Co-doped LiMn0.4Fe0.6PO4@C via two-step synthesis for advanced Li-Ion battery cathodes
摘要
LiMnxFe1−xPO4 (LMFP) suffers from low electronic conductivity and inferior electrochemical kinetics, limiting its practical application in lithium-ion batteries. This study proposes a cobalt doping strategy to modify LMFP nanoparticles via a two-step process, inducing lattice parameter reduction and lattice contraction to enhance the cathode material’s electrical conductivity and lithium ion diffusion coefficient. X-ray diffraction (XRD) refinement confirms successful incorporation of Co2+ into the LMFP lattice.
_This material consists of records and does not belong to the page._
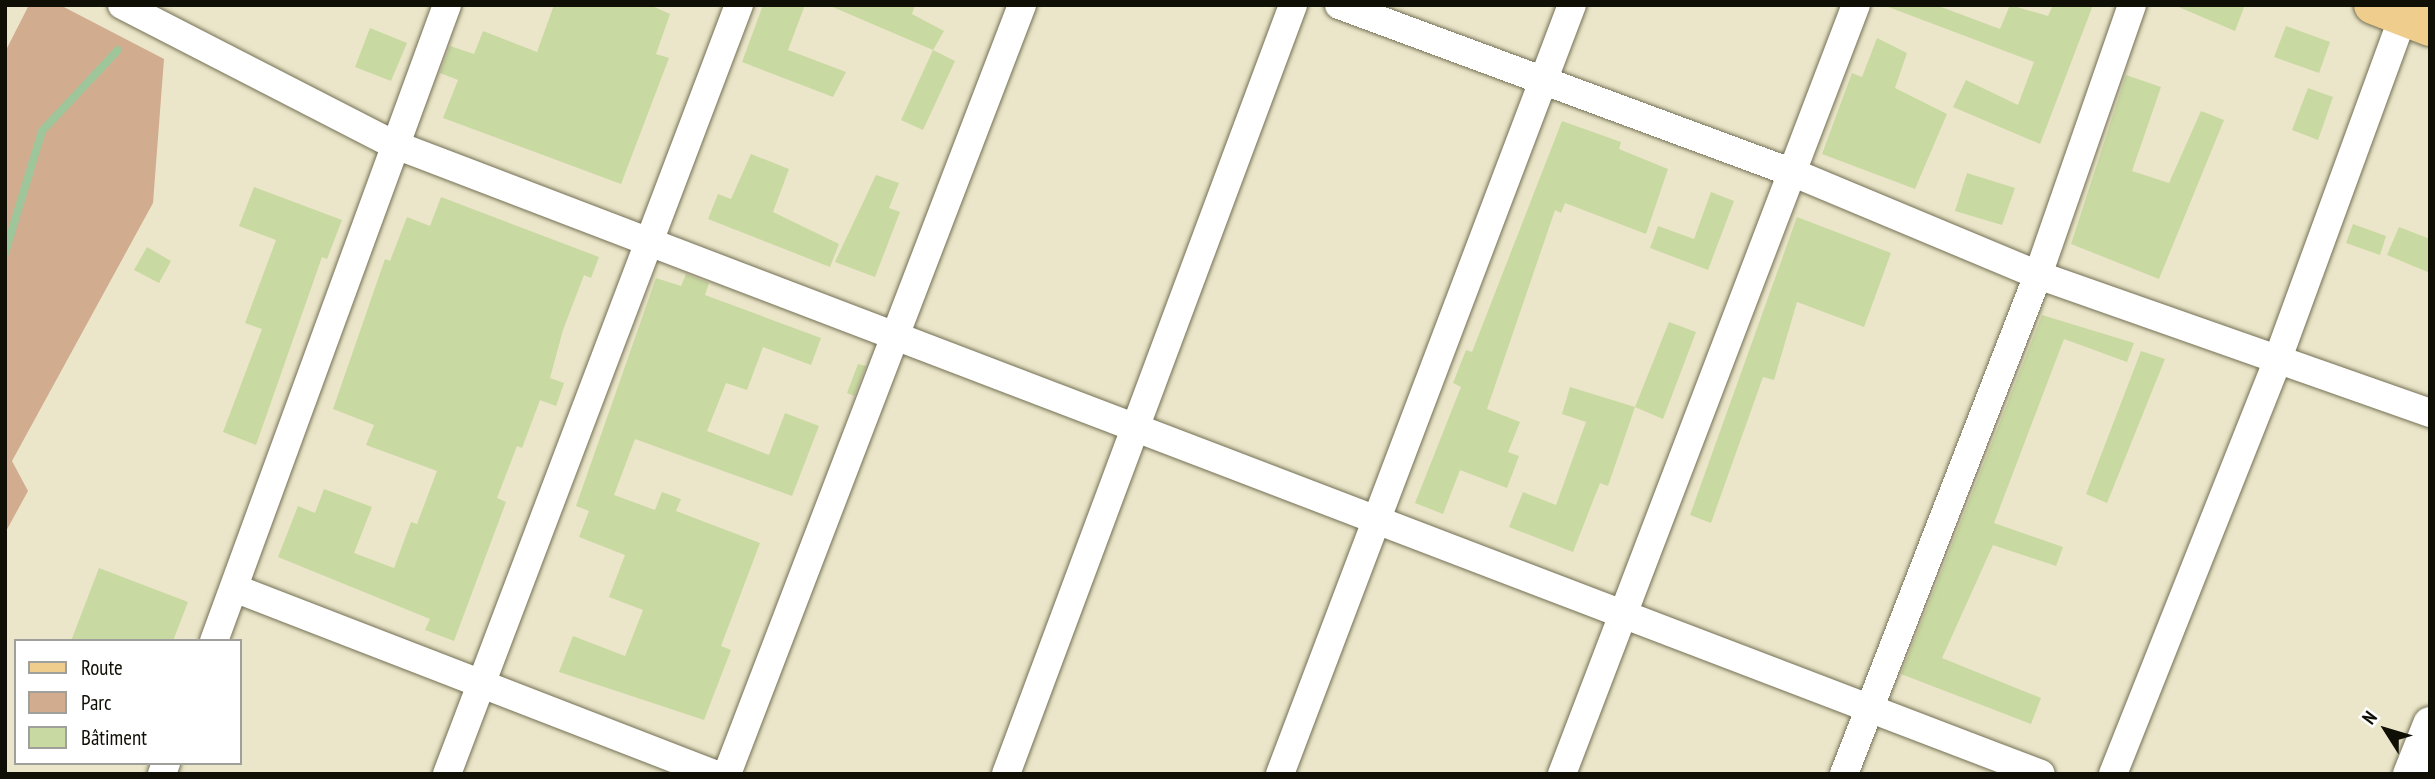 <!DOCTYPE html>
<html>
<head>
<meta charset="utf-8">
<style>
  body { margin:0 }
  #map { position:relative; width:2435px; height:779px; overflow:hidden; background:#ebe6c9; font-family:"PT Sans Narrow",sans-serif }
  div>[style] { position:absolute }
  .green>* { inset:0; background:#d2ac8e }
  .stream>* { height:8px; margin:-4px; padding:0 4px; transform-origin:4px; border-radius:4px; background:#9fc69a }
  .building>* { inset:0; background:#c9d9a2 }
  .roads { filter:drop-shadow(0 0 2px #747055) drop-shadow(0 0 2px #747055) }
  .minor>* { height:28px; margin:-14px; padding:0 14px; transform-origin:14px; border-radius:14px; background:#fff }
  .tertiary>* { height:35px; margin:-17.5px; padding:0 17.5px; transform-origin:17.5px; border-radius:17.5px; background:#fff }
  .primary>* { height:38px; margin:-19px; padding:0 19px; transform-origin:19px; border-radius:19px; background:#efcd8c }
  span { translate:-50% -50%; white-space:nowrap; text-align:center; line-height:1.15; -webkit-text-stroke:7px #fff; paint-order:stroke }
  .frame { position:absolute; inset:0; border:7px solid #100f05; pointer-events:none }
  .legend { position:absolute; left:14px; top:639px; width:228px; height:126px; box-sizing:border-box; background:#fff; border:2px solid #9f9f9b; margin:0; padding:9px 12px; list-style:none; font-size:21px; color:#100f05 }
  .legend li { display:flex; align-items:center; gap:14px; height:35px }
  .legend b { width:35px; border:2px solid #9f9f9b }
  .north { position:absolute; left:2351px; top:695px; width:70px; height:70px; -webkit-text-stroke:5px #fff; paint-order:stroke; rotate:307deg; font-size:19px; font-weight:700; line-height:28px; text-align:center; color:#100f05 }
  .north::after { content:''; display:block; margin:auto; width:24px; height:32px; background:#100f05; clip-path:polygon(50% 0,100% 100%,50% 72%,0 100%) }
</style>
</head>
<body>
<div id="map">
  <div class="green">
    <i style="clip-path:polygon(29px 5px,60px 5px,164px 59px,153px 203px,12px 461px,28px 491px,5px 533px,5px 52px)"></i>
  </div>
  <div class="stream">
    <i style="left:5px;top:253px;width:127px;rotate:-73.1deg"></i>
    <i style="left:42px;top:131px;width:111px;rotate:-46.8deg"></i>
  </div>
  <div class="building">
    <i style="clip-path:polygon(554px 5px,650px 5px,670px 14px,656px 54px,669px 58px,621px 184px,443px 118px,458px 80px,440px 73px,450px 46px,474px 54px,483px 31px,537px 52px)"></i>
    <i style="clip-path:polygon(763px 5px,805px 5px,788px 50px,846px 72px,833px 97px,742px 62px)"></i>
    <i style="clip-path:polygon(828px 5px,915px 5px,912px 14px,944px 31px,933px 50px)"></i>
    <i style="clip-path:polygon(1883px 5px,1936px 5px,2000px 29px,2010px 5px,2048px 16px,2053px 5px,2093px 5px,2040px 144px,1953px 107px,1966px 80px,2018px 105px,2034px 62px)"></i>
    <i style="clip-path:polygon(2174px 5px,2245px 5px,2235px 31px)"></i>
    <i style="clip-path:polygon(2286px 26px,2330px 42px,2319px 73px,2274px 57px)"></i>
    <i style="clip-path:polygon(370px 28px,407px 43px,391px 81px,355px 67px)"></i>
    <i style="clip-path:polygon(1877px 38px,1907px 53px,1895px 88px,1947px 114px,1915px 189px,1822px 154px,1852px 73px,1862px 77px)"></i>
    <i style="clip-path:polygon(933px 50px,955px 61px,923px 130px,901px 120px)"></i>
    <i style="clip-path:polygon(2126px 75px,2161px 87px,2132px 171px,2169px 183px,2201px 111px,2224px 120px,2159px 279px,2071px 244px)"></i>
    <i style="clip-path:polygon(2308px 88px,2333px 97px,2318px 140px,2292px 130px)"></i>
    <i style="clip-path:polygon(1562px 121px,1621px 142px,1619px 149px,1668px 169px,1646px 234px,1565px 203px,1561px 213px,1555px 210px,1487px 409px,1520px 422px,1508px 452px,1519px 456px,1507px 488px,1460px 470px,1443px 514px,1415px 503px,1461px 387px,1453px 383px,1466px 350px,1472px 352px)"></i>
    <i style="clip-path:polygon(751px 154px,789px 169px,773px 212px,839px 244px,830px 267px,708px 219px,718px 194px,731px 199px)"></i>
    <i style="clip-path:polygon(1967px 173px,2015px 188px,2002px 225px,1955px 211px)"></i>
    <i style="clip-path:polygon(876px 175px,899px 183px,889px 208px,900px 212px,875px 277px,835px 262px)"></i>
    <i style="clip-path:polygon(254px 187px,342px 220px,327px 259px,322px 257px,256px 445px,223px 432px,262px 329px,245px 323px,276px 240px,239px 226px)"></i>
    <i style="clip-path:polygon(1711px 192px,1734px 201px,1708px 270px,1650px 248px,1658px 226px,1694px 239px)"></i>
    <i style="clip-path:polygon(441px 197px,599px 257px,591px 278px,584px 275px,563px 330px,550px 378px,564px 383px,556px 406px,540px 400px,522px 448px,517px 446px,497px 498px,506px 502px,454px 641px,425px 630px,430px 619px,278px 557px,298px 506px,315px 513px,324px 489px,372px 507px,354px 553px,394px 568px,411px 522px,417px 524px,437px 471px,366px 445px,374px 425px,333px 409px,385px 259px,390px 261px,407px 217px,430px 226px)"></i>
    <i style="clip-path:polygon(1797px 217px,1891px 253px,1864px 327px,1797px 302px,1774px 380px,1763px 377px,1711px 523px,1690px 515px)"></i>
    <i style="clip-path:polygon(2353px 224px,2386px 236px,2380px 255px,2346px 243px)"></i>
    <i style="clip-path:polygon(2399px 227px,2430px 239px,2430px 273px,2387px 255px)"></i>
    <i style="clip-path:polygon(147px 247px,171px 261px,159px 283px,134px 270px)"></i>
    <i style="clip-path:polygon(686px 274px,709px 283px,705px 295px,821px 338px,811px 365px,763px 347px,747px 390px,726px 383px,707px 431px,769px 455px,785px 413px,819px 426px,792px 496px,635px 439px,614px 495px,655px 510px,662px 492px,681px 499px,676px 511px,760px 543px,721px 646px,731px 650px,704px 720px,559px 672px,573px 636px,625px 656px,643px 610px,609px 597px,625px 555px,579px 537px,589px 511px,576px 506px,656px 278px,681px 286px)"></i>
    <i style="clip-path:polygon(2042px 315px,2134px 343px,2127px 362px,2064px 339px,1994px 523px,2063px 547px,2056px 566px,1993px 545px,1942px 658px,2041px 698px,2031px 724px,1901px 674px)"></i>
    <i style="clip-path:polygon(1669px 322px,1696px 332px,1663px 419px,1635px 407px)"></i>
    <i style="clip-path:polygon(2141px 351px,2165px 359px,2107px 503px,2086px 494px)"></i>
    <i style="clip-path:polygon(858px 364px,866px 366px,854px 396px,847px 393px)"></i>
    <i style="clip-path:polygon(1570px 387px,1635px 407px,1608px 486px,1600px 483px,1573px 552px,1509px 527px,1523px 492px,1556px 505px,1586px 422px,1562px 414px)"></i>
    <i style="clip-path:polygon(99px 568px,188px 602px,173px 641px,71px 641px)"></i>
  </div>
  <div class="roads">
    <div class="minor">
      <i style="left:122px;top:5px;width:305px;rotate:27.2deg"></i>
      <i style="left:393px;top:144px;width:1764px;rotate:20.92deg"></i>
      <i style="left:1339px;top:5px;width:485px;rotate:20.3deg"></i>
      <i style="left:1794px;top:173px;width:264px;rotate:22.7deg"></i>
      <i style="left:2038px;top:275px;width:416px;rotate:19.4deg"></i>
      <i style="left:234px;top:588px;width:515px;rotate:21.18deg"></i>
      <i style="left:214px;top:641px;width:677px;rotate:-69.88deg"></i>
      <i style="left:162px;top:774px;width:12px;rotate:-70deg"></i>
      <i style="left:447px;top:774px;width:823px;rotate:-69.21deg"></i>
      <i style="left:727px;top:774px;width:824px;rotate:-69.01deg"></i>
      <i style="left:1006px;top:774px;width:821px;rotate:-69.53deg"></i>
      <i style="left:1280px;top:774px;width:823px;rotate:-69.21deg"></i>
      <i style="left:1562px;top:774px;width:823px;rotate:-69.08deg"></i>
      <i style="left:1844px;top:774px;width:535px;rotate:-68.76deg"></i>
      <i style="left:2038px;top:275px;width:286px;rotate:-70.8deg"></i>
      <i style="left:2113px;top:774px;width:444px;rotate:-68.3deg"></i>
      <i style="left:2277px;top:361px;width:379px;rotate:-69.9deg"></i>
    </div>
    <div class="tertiary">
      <i style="left:2410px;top:774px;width:54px;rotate:-68.2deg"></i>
    </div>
    <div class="primary">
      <i style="left:2373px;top:5px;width:61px;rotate:21.1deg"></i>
    </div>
  </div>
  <div class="frame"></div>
  <ul class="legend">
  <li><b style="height:9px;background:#efcd8c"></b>Route</li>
  <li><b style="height:19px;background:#d2ac8e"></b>Parc</li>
  <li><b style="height:19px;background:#c9d9a2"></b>Bâtiment</li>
  </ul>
  <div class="north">N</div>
</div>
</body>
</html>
The optimized 2% Co-doped sample (Co-D2) exhibited enhanced electronic conductivity (3.33 × 10− 3 S/cm), improved Li+ diffusion coefficient, and reduced charge transfer resistance. Electrochemical tests showed Co-D2 delivered a reversible capacity of 158.76 mAh/g at 0.1 C, retained 108.39 mAh/g at 5 C, and maintained 91.21% capacity after 230 cycles at 1 C. This doping regulation strategy significantly enhances the rate performance and cycling stability of LMFP, opening a promising new pathway for high-performance cathode materials in lithium-ion batteries.